The management of type 2 diabetes has been upside down for decades. The perception is that it is a chronic, irreversible condition. As such it is treated with drugs that cost hundreds of millions of pounds, and which marginally reduce the complications of kidney problems, eye and nerve disease, but have no impact on heart attacks, stroke or death. Furthermore, side effects of these medications contribute to 100,000 emergency room visits a year in the US alone.
How many patients are explicitly given this information? Too few. Instead, as the BMJ pointed out in 2013, the drug industry’s business plan for diabetes is “recruit tame diabetologists, [and] massage them with cash ”.
When doctors have to make clinical decisions based upon biased information corrupted by commercial influence, we cannot claim to practice ethical medicine. When I wrote an article pointing out that it was wrong not to tell patients that inserting a heart stent for stable angina does not prevent heart attacks and prolong life, I received a supportive email from a colleague. “Many interventional cardiologists would privately agree with you but find your message in public uncomfortable,” he wrote. “There’s a whole industry of people whose livelihoods are dependent on invasive cardiology.”

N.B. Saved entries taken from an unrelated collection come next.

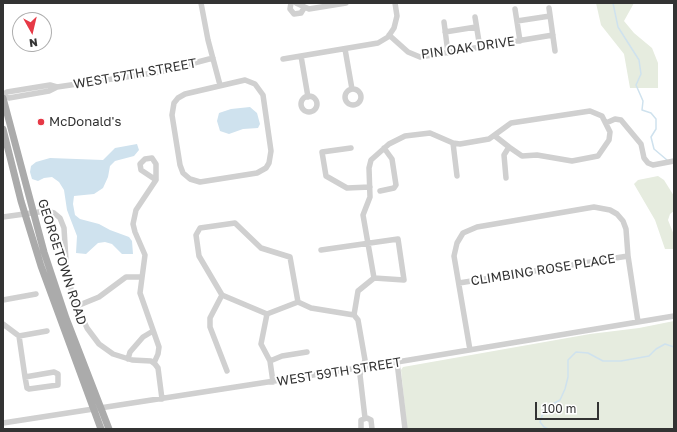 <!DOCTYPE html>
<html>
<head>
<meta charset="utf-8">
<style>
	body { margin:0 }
	#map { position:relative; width:677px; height:432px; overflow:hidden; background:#fff; font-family:"Golos Text",sans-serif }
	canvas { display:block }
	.frame { position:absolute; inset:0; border:4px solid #333; pointer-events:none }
	.north { position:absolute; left:12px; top:12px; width:40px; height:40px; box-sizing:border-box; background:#fff; border:1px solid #adadad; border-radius:50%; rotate:172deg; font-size:11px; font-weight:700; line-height:16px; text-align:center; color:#333 }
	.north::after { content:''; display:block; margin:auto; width:14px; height:18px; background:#e63946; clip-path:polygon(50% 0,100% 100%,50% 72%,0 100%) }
	.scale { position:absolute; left:535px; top:402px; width:64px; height:18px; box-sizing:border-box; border:2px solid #333; border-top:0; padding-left:5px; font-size:12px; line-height:14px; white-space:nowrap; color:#333; -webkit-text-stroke:3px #fff; paint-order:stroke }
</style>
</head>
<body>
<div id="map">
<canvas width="677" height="432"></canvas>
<div class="frame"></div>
<div class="north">N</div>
<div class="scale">100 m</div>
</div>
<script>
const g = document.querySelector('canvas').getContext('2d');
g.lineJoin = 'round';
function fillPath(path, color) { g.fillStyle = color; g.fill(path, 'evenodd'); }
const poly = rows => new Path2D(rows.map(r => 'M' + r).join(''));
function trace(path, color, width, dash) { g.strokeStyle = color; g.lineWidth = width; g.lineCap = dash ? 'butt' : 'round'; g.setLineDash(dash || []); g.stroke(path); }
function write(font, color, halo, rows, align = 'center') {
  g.font = font + ' "Golos Text",sans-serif'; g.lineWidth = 4; g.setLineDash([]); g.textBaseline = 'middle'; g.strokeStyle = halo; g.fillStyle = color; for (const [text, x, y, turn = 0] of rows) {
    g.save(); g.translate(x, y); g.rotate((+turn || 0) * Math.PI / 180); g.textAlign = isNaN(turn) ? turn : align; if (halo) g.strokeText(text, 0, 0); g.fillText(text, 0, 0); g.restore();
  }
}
fillPath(poly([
	[596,3,634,3,624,21,634,33,652,48,658,63,658,88,630,88,624,54,601,25],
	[658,176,664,180,674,196,674,211,670,214,668,220,674,235,674,249,665,249,655,220,634,184,638,180],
	[674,321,674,429,407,429,401,370,403,367,590,334,639,328]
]), '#e6ecdf');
fillPath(poly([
	[250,107,257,113,260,124,258,128,243,129,229,134,220,131,217,121,219,113,231,109],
	[137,144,139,150,134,156,115,161,110,166,108,177,103,188,94,194,74,196,73,204,75,215,80,219,99,224,110,230,129,237,132,241,133,254,122,254,112,244,105,242,98,243,86,254,76,253,77,236,67,210,64,190,59,182,52,177,44,178,38,181,32,179,30,172,31,166,36,162,50,158,103,160,115,148]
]), '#cfe2ee');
trace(poly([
	[613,3,618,27,639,60,641,74,636,85,643,101,642,110,651,113,656,119,656,129,651,137,654,149,667,160],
	[548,429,544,427,540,422,543,413,549,406,560,400,565,389,568,377,568,360,576,352,588,353,603,361,621,361,649,356,656,349,665,344,674,347]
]), '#cfe2ee', 1.5);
trace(poly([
	[201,3,208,40,220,85],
	[291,3,290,9,294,14,301,13,304,8],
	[296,3,309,9,346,3],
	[549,8,555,51],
	[515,9,520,41],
	[475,17,480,48],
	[517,21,550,16],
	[444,22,448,53],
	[445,32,476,27],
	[389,35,408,52,420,57,553,35],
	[345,49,352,89],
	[301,56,308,97],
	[283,59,378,43,388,37,394,28,397,16,395,3],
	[245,80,255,84,263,95,271,151,269,163,266,168,257,173,200,182,190,179,183,173,180,165,172,115,174,103,178,98,185,94,245,80],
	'345 97a8 8 0 1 1 16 0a8 8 0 1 1-16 0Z',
	[3,95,7,92,50,85,57,87],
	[3,96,9,98,49,91,57,87,160,72,213,58],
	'301 104a8 8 0 1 1 16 0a8 8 0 1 1-16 0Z',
	[606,123,615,119,621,120,641,144,644,158,648,163,653,165,674,161],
	[495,136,509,147,504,155,506,178],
	[351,148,322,152,326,176,347,188,370,187],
	[457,176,453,143,460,144,489,139,511,123,590,111,602,116,610,132,609,140,598,156,572,161,537,155,522,156,509,147],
	[380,191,394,188,396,185,392,159,384,148],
	[3,217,46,211,54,213,60,218,64,228,66,261,69,282,74,299,87,328,99,344,113,354,132,360,151,361,155,364,158,368,162,399],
	[321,250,398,239,404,280,374,278],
	[374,278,363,215,370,197,369,168,371,160,389,144,405,136,430,133,453,143],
	[459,283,628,256],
	[222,295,210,318,210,327,227,371],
	[3,300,36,294],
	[77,306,99,297,126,277,142,277],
	[267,314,222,295,199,256,196,235,200,228,235,223,261,248,290,257,298,302],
	[267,314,298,302,311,308,354,315],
	[267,314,261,344,270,361,273,382],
	[354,315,358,320,365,360,360,375,365,418],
	[354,315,358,291,374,278],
	[3,324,19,336,47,331],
	[19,336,25,377],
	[470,350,454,256,457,243,463,233,477,227,594,207,610,210,617,214,623,221,626,229,628,256,638,322],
	[128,359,130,352,143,337,153,331],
	[270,361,282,356,307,352],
	[397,362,405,429],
	[154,363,158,354,159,347,140,293,145,255,135,232,133,224,136,210,156,180,156,164,152,158,145,159,140,164,141,170,156,180],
	[54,372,58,374,58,385,29,389,27,388,25,377,54,372],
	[3,423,397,362,674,316],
	[361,429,361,420,367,418,371,420,372,429]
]), '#d0d0d0', 5.5);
trace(poly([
	[3,98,44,252,66,318,109,429],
	[3,129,21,201,41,266,101,429]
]), '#ababab', 7);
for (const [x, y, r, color] of [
	[41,122,4,"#e63946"]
]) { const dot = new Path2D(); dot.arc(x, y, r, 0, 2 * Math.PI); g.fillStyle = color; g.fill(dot); trace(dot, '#fff', 1.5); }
write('13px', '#333', '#fff', [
	["PIN OAK DRIVE",468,48,-8],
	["WEST 57TH STREET",135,74,-10],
	["GEORGETOWN ROAD",62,262,72],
	["CLIMBING ROSE PLACE",543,270,-9],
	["WEST 59TH STREET",339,372,-9]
]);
write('13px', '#333', '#fff', [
	["McDonald's",49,122]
], 'left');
</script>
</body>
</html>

Perhaps the most sobering conclusion about medical research was reached by John Ioannidis, professor of medicine and health policy at Stanford University. He concluded, in a paper published more than 10 years ago, that most published medical research is likely to be false. “The greater the financial interests in a given field,” he noted, “the less likely the research findings are to be true.”

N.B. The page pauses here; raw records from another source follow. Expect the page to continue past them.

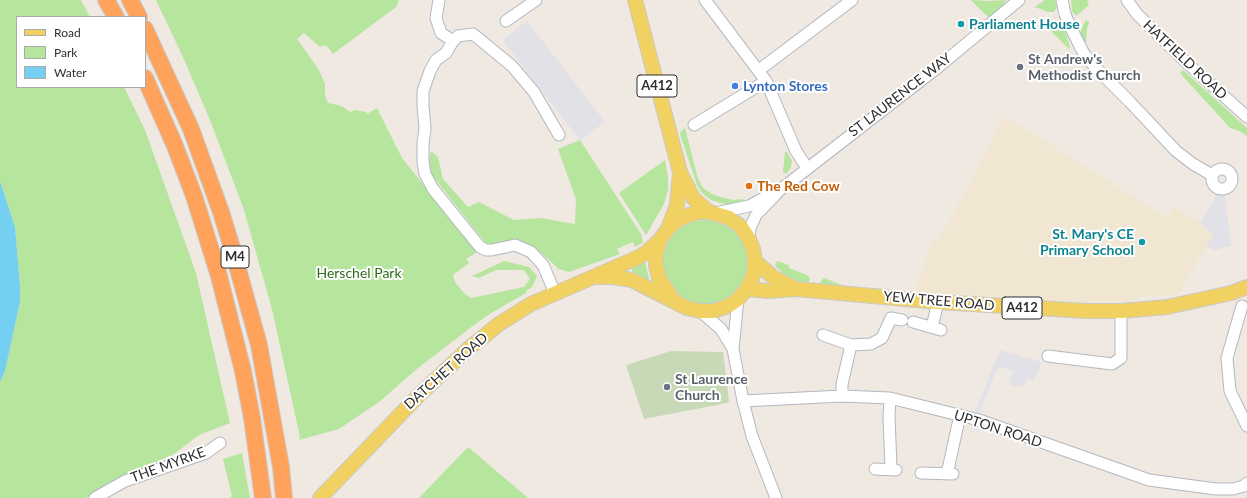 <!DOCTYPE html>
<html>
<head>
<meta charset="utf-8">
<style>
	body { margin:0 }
	#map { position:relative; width:1247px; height:498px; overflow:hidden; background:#efe9e1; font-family:Lato,sans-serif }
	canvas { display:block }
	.legend { position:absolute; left:16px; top:16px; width:130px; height:72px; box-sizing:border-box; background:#fff; border:1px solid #ababab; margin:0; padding:5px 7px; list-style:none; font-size:12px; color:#2e2e2e }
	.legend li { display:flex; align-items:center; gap:8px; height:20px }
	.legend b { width:20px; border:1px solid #ababab }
</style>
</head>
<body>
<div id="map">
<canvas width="1247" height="498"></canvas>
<ul class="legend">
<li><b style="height:5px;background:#f2d163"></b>Road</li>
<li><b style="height:11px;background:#b6e59e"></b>Park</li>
<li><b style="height:11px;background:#75cff0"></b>Water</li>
</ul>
</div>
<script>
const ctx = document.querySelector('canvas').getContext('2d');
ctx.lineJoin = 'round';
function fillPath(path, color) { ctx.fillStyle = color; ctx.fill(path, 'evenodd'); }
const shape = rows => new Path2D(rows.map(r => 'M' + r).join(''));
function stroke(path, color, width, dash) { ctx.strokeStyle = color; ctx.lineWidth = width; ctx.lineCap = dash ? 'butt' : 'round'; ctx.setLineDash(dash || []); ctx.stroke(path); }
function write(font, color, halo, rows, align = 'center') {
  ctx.font = font + ' Lato,sans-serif'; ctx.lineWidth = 4; ctx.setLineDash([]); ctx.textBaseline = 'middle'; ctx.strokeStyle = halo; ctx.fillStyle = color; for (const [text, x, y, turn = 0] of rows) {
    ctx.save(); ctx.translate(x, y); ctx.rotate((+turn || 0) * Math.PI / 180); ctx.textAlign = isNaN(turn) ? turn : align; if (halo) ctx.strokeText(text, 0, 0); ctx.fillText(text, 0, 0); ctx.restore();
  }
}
const industrial = shape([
	[527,21,605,122,580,140,504,42,505,38],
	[1217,194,1225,196,1231,246,1221,247,1221,249,1214,250,1206,246,1213,235,1200,223],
	[1000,350,1041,362,1039,370,1038,370,1034,381,1028,379,1024,386,1020,385,1018,387,1009,384,1013,371,1000,367,997,369,978,416,974,414]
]);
const education = shape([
	[1005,116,1167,218,1175,207,1200,223,1213,235,1178,295,1141,297,1128,302,1071,303,915,292,929,250,948,224]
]);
const green = shape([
	[0,0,81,0,90,17,17,17,17,87,124,87,145,130,196,273,230,423,199,435,174,454,110,483,86,498,0,498,0,382,5,371,20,302,20,285,15,227,0,181],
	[156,0,399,0,396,7,333,54,326,45,320,47,304,33,297,39,319,70,325,84,325,95,328,103,342,106,350,112,355,110,366,112,367,114,377,108,402,158,477,252,466,259,469,263,453,275,455,282,464,293,471,298,524,287,530,279,524,270,496,270,479,278,472,276,504,261,529,267,537,276,532,287,527,290,526,293,491,313,474,325,418,368,379,402,339,429,299,440,300,437,272,309,244,210,210,120,182,55],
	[971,0,990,1,1006,0,1001,8,989,18],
	[1045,0,1055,0,1057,7,1054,12,1048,12,1035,7],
	[1071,0,1089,0,1087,1,1089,5,1076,16,1072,11],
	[1086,20,1089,22,1089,24,1087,28,1086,42,1083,44,1080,33,1082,28],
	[1050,28,1063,29,1065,31,1070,47,1069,49,1049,29],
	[1183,70,1247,128,1247,136,1240,131,1230,128,1180,73],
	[685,128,697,175,700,183,704,189,714,195,733,200,743,199,747,202,737,204,724,204,711,200,702,193,697,185,680,134,681,131],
	[580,140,641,234,643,243,635,247,633,242,617,249,620,254,569,272,559,269,539,251,518,243,487,245,427,169,431,151,438,157,443,179,468,207,479,202,514,220,540,218,575,224,576,199,558,149],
	[785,152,787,152,792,161,791,168,786,174,783,172],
	[665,160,668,177,668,190,664,204,646,235,619,193],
	'663 262a42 42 0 1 1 84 0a42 42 0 1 1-84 0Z',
	[645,261,649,279,648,281,632,275,632,266],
	[777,261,789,265,789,268,807,275,810,278,808,284,788,277,777,268,775,265],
	[824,278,847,287,818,284],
	[468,447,528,498,419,498],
	[242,453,250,498,230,498,232,496,223,459]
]);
const cemetery = shape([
	[671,351,723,352,729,401,727,403,644,419,626,365]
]);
const water = shape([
	[0,181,15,227,20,285,20,302,5,371,0,382]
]);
const minor = shape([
	[439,0,436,18,441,33,453,41],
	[705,0,766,81,796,151,807,168],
	[1062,0,1065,14,1069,24,1084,54,1095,67,1130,102,1176,151,1193,164,1212,175],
	[1127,0,1137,14,1186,62,1247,117],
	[506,21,536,0],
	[759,70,852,0],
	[694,125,766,81],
	'1212 179a10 10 0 1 1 20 0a10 10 0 1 1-20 0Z',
	[716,213,749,206,773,193],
	[749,239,750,228,756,215,780,190,937,68,1019,0],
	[555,293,543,265,531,252,515,245,492,250,486,250,480,247,433,189,425,174,423,161,423,144,425,128,423,106,423,91,430,71,436,60,446,53,453,41,458,36,473,34,512,66,534,92,559,135],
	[738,299,733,349,743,401,752,436,776,498],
	[1242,306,1227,358,1230,391,1247,426],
	[700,311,721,329,733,349],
	[913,322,941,330],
	[932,327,938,302],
	[823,335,851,345,871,344,882,338,891,318,902,320],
	[1048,356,1112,364,1121,358,1121,311],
	[842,396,842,384,851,345],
	[890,398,889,416,891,469],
	[743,401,842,396,890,398,979,420,1149,480,1216,489,1233,489,1244,486,1247,483],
	[875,469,896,470],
	[921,473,953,474],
	[947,474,960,415],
	[95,498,125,481,206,453,220,443]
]);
const major = shape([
	[635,0,680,172,693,198,709,212],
	[668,229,677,205,680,173],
	[755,261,773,277,796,289],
	[598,277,613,277,632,280,687,308,700,311,714,311,728,306,738,299,747,289,753,276,755,261,753,249,749,239,741,227,729,218,709,212,698,212,686,216,676,221,668,229,660,240,656,253,656,266,659,278,674,301],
	[747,289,768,291,796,289,938,302,1086,311,1121,311,1167,307,1231,293,1247,287],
	[320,498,418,396,467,350,499,324,531,304,639,257,647,252,660,240]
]);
const highway = shape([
	[106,0,116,17],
	[130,0,139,17],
	[145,29,191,129,221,212,233,251,259,345,281,467,284,498],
	[145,78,175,146,194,196,219,276,243,371,252,418,263,498]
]);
const markers = [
	[961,24,4,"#0f9aa8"],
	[1020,67,4,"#6b7280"],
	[735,86,4,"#3f7fe0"],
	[749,186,4,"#e8710a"],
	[1142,242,4,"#0f9aa8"],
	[667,387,4,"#6b7280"]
];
const shields = [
	[657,86,40],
	[235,257,28],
	[1022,308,40]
];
const shieldNames = [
	["A412",657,86],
	["M4",235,257],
	["A412",1022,308]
];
const cultureNames = [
	["Parliament House",969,24],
	["St. Mary's CE",1134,234,"right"],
	["Primary School",1134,250,"right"]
];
const worshipNames = [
	["St Andrew's",1028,59],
	["Methodist Church",1028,75],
	["St Laurence",675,379],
	["Church",675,395]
];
const streetNames = [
	["HATFIELD ROAD",1185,60,43],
	["ST LAURENCE WAY",900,95,-38],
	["YEW TREE ROAD",939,301,5],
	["DATCHET ROAD",446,371,-42],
	["UPTON ROAD",998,429,18],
	["THE MYRKE",168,465,-20]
];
const shopNames = [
	["Lynton Stores",743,86]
];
const foodNames = [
	["The Red Cow",757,186]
];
const parkNames = [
	["Herschel Park",359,273]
];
fillPath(industrial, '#e3e1e8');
fillPath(education, '#f0e6d1');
fillPath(green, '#b6e59e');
fillPath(cemetery, '#c8d9b8');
fillPath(water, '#75cff0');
stroke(minor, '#b4b7c1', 13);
stroke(major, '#c9c9c9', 16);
stroke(highway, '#c9c9c9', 18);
stroke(minor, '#fff', 11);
stroke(major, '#f2d163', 14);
stroke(highway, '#ffa35c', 16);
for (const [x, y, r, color] of markers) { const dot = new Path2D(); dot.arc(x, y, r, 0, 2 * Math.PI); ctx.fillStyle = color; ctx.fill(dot); stroke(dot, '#fff', 1.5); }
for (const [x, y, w] of shields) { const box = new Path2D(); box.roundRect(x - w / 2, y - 11, w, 22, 3); ctx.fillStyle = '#fff'; ctx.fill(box); stroke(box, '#2e2e2e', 1); }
write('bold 13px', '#2e2e2e', null, shieldNames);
write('bold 14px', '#0d838f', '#fff', cultureNames, 'left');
write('bold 14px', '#5b616d', '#fff', worshipNames, 'left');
write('14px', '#2e2e2e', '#fff', streetNames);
write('bold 14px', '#366cbe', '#fff', shopNames, 'left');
write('bold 14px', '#c56008', '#fff', foodNames, 'left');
write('14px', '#2c6e1b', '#fff', parkNames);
</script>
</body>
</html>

It was Ioannidis who, in a separate analysis, compared exercise with drugs in the treatment of heart disease, rehabilitation after stroke, treatment of heart failure and prevention of type 2 diabetes. The benefits were similar. In a documentary film I’ve co-produced (The Big Fat Fix, thebigfatfix.com) we discover why, in the tiny Italian village of Pioppi, average life expectancy remains close to 90. A combination of eating well with the right type of exercise and stress reduction is not only a powerful treatment of chronic disease; it may also slow down the ageing process.
It is time for our healthcare systems, like the NHS, to incorporate this lifestyle medicine. Not only is it cheap, but it also comes without side effects. Good health does not come out of a medicine bottle. As the heart transplant surgeon Christiaan Barnard said: “I have saved the lives of 150 people from heart transplantations. If I had focused on preventive medicine earlier, I would have saved 150 million.”
Aseem Malhotra is a NHS cardiologist and member of the board of trustees of the King’s Fund
Graham
2 comments:
Interesting, informative and certainly gives something to think about.
Great article and very interesting to read how changing one's diet can make a world of difference.
The best thing I ever did was go to a Naturopath Dr. for healthy options to a concern I was having.